- Provided information
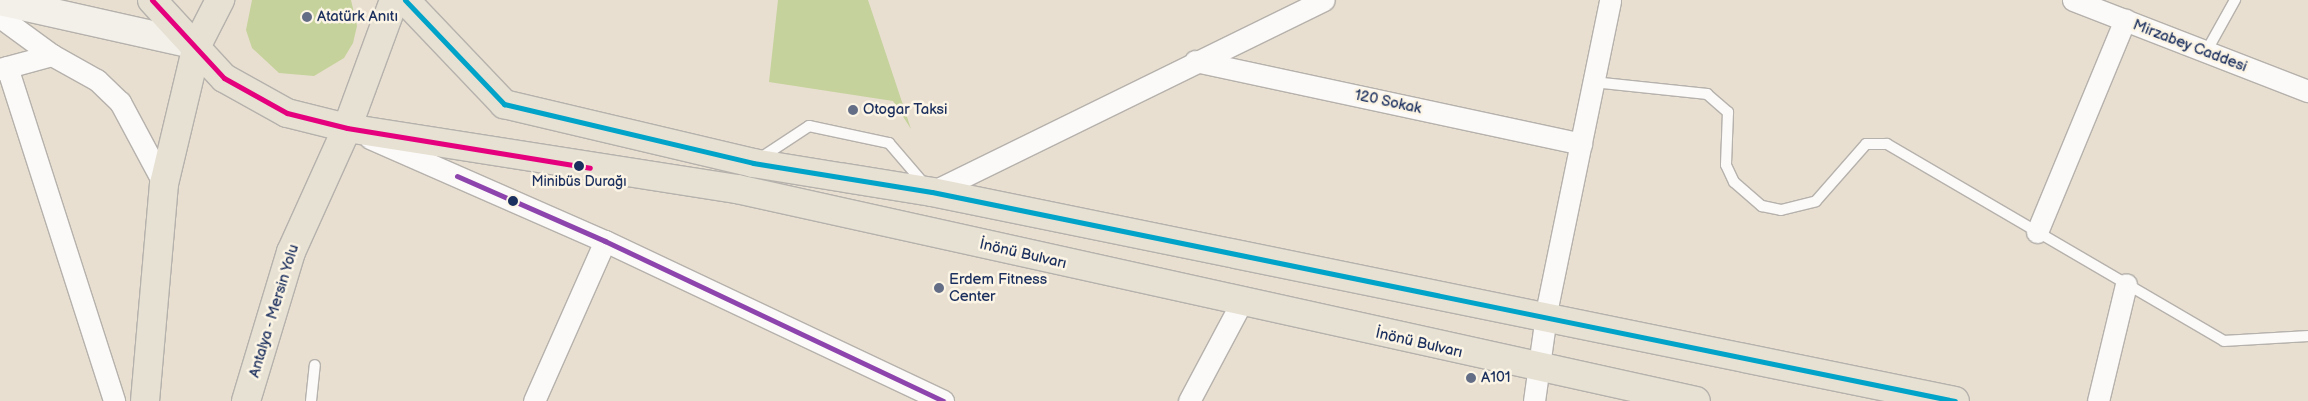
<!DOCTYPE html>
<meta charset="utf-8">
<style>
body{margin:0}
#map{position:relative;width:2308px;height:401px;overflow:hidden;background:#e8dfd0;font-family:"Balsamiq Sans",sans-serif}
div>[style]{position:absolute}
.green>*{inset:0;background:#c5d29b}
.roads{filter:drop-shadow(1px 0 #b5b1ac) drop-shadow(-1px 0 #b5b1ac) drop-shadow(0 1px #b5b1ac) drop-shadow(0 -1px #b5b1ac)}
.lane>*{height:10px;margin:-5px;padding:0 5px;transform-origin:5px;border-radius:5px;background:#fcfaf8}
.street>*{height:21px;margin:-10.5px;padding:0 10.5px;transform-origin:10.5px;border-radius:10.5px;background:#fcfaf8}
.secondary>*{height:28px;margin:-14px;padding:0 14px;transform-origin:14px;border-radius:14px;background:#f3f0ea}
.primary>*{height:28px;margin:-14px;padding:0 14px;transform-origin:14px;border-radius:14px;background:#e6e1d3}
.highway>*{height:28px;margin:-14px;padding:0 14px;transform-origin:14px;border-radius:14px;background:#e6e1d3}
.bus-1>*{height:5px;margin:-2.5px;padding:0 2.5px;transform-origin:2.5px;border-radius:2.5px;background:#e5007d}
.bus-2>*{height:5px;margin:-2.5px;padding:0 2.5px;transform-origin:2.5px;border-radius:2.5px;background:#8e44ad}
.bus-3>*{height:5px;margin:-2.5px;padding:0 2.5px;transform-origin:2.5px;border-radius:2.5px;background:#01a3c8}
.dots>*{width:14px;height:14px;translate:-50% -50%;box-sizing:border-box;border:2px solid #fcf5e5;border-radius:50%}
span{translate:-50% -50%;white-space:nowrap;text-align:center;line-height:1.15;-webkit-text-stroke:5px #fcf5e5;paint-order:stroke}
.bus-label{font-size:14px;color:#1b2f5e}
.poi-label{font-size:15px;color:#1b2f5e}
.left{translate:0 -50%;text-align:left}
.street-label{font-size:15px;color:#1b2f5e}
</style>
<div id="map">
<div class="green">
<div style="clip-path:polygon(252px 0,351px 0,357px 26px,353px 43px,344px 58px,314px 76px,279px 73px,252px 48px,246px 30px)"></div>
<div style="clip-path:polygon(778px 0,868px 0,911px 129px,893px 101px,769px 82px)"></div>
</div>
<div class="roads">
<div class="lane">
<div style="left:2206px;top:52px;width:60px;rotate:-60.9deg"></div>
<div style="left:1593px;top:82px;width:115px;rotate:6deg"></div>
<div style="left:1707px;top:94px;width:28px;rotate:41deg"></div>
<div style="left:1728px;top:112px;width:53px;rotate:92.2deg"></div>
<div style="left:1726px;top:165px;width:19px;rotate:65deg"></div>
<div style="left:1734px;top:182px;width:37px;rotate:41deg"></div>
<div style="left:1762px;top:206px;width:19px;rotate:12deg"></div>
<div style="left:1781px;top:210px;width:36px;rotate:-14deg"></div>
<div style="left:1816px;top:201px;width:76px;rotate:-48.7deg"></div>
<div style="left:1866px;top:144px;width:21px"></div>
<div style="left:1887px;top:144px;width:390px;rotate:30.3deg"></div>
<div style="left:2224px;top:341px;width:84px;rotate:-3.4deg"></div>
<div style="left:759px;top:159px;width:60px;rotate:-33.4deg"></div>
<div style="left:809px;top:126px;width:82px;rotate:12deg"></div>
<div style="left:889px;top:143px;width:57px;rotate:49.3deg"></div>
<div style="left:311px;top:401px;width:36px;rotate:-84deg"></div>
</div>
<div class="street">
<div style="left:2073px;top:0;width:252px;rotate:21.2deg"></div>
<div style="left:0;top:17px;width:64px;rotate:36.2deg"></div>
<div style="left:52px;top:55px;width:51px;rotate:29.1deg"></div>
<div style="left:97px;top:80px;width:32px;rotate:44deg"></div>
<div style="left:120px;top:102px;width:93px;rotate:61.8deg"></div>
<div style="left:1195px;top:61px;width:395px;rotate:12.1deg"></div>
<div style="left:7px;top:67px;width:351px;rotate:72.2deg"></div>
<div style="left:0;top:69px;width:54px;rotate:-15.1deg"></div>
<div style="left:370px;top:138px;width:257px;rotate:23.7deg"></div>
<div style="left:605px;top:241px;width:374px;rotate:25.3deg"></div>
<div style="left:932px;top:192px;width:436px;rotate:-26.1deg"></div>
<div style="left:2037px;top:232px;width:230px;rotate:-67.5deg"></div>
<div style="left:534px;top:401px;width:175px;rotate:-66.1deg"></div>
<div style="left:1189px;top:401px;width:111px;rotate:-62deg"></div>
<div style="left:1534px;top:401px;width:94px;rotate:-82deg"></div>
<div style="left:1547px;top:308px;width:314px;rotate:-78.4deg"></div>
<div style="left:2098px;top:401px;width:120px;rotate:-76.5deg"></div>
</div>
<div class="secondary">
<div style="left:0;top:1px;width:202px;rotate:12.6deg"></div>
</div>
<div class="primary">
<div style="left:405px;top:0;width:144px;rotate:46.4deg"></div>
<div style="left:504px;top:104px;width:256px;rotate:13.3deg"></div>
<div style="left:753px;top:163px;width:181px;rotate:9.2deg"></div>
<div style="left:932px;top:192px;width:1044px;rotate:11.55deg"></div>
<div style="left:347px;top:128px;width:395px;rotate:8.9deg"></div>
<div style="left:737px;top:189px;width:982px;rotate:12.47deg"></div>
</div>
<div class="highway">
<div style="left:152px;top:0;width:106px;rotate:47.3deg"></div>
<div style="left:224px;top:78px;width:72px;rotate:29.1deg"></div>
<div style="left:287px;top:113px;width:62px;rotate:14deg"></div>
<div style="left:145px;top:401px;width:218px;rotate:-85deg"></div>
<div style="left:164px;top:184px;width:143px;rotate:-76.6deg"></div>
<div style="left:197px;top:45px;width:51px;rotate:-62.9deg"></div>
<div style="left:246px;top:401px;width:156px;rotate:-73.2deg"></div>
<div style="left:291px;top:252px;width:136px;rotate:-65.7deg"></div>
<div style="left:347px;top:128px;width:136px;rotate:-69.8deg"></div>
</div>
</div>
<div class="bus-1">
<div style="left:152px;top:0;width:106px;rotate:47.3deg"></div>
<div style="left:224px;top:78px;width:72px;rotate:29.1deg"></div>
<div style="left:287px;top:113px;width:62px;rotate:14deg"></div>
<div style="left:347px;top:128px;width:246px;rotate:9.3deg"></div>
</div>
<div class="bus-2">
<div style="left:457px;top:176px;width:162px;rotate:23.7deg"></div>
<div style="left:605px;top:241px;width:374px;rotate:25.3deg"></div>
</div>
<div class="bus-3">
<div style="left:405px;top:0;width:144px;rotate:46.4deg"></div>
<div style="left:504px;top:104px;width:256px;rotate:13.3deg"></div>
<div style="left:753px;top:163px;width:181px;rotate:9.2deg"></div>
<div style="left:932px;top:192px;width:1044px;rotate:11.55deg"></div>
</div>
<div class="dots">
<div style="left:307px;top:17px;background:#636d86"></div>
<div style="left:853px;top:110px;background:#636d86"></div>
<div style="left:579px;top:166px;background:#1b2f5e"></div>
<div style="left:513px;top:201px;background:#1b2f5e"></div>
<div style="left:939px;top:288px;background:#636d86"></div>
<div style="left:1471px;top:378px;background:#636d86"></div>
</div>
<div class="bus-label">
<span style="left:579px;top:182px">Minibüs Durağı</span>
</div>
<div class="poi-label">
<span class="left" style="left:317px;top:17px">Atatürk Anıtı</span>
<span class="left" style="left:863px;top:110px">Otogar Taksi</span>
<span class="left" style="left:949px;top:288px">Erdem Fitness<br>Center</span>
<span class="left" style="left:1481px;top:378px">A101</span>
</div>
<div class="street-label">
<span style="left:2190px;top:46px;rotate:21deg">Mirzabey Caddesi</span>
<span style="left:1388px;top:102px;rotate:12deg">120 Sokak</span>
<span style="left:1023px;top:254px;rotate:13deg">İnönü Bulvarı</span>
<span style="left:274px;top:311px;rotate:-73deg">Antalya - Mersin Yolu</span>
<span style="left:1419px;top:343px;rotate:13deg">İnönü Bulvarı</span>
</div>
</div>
---
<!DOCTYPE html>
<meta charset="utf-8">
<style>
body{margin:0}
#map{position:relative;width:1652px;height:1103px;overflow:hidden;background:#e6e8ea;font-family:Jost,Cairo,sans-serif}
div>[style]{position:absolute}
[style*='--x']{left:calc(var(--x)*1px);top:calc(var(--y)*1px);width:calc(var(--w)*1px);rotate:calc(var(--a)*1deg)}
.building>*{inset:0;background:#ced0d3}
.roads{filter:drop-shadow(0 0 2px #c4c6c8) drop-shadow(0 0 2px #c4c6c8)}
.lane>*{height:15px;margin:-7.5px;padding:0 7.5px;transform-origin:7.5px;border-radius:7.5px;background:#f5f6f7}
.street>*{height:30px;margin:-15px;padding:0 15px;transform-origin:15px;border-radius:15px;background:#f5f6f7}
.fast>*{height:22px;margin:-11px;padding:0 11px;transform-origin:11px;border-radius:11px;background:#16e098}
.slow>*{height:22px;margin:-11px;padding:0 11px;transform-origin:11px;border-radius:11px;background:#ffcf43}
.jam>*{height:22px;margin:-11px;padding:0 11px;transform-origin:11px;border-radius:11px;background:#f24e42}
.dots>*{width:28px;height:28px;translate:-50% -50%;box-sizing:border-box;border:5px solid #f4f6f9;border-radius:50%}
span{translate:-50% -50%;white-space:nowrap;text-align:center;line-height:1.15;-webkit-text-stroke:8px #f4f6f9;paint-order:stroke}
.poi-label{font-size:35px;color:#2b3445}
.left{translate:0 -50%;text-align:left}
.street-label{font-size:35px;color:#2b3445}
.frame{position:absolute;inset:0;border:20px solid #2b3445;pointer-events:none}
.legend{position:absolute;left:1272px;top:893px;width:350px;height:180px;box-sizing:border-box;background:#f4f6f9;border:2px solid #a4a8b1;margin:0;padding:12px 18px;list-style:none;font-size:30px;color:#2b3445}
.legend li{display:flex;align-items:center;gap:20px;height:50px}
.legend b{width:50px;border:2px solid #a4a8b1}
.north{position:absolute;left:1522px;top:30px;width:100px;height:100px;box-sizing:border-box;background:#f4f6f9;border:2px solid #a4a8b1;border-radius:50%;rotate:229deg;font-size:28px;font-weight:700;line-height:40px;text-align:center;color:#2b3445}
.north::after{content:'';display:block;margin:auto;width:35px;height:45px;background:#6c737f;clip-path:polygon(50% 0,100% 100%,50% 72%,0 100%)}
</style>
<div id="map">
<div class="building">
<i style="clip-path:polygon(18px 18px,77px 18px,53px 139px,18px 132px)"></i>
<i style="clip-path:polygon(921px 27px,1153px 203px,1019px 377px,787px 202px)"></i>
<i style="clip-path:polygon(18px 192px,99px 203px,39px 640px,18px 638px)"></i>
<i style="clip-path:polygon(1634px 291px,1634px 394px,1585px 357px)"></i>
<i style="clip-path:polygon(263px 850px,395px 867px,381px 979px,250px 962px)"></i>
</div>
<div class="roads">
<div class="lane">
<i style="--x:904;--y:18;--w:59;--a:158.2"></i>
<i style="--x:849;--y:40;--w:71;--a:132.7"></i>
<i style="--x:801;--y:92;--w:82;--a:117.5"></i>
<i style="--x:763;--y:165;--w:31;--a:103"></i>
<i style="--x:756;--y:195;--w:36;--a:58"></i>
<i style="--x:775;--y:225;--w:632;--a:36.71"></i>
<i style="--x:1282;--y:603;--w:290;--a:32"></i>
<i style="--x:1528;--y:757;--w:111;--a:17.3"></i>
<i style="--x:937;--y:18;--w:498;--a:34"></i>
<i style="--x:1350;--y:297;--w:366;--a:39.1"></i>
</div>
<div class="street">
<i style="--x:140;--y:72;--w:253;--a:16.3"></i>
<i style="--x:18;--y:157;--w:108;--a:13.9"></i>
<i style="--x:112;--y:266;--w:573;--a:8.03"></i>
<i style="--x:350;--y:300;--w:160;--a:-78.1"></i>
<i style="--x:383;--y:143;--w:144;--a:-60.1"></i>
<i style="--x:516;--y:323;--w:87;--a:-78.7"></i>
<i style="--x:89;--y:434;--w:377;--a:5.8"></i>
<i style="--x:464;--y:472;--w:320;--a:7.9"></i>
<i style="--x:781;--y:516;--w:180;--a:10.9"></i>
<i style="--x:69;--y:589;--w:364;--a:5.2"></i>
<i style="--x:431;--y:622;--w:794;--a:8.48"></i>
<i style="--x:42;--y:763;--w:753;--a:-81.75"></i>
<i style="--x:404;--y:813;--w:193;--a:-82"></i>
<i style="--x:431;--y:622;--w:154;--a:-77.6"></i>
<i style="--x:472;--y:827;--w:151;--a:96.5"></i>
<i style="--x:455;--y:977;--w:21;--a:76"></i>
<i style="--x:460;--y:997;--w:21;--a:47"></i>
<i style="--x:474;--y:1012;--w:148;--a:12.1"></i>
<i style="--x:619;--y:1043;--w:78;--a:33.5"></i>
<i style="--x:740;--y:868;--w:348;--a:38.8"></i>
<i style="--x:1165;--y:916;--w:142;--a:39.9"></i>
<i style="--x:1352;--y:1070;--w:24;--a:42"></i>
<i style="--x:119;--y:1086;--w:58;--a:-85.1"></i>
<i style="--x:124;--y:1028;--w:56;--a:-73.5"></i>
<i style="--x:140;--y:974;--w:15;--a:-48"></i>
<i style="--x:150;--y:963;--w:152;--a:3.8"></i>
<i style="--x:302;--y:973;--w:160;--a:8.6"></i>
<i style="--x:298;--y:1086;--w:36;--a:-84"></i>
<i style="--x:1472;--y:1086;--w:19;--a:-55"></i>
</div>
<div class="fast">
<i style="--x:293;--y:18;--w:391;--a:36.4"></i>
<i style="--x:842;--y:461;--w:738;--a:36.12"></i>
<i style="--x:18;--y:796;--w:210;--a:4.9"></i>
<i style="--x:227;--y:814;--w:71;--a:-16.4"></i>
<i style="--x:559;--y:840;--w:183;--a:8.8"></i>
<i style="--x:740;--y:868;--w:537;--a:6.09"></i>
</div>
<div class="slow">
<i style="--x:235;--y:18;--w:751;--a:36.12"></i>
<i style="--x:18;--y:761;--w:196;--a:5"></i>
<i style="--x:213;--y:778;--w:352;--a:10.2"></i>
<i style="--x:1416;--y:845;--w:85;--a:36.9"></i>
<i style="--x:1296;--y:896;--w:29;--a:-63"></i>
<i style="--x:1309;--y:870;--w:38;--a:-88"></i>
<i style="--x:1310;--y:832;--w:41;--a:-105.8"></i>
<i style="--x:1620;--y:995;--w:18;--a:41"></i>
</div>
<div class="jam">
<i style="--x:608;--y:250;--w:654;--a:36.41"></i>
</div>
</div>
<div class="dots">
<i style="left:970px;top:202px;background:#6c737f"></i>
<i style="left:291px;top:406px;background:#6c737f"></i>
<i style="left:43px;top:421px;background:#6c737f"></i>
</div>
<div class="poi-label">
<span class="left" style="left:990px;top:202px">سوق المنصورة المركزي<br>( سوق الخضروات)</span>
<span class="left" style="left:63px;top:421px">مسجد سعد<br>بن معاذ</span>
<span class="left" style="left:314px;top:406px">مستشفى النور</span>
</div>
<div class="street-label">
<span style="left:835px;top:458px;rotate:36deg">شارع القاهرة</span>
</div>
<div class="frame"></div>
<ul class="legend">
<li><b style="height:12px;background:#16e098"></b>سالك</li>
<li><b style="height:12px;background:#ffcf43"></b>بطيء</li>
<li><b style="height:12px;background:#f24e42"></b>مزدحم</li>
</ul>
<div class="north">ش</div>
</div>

- The task
Using the records above, count every line that includes the word "relative", and state the number only.

- Answer
2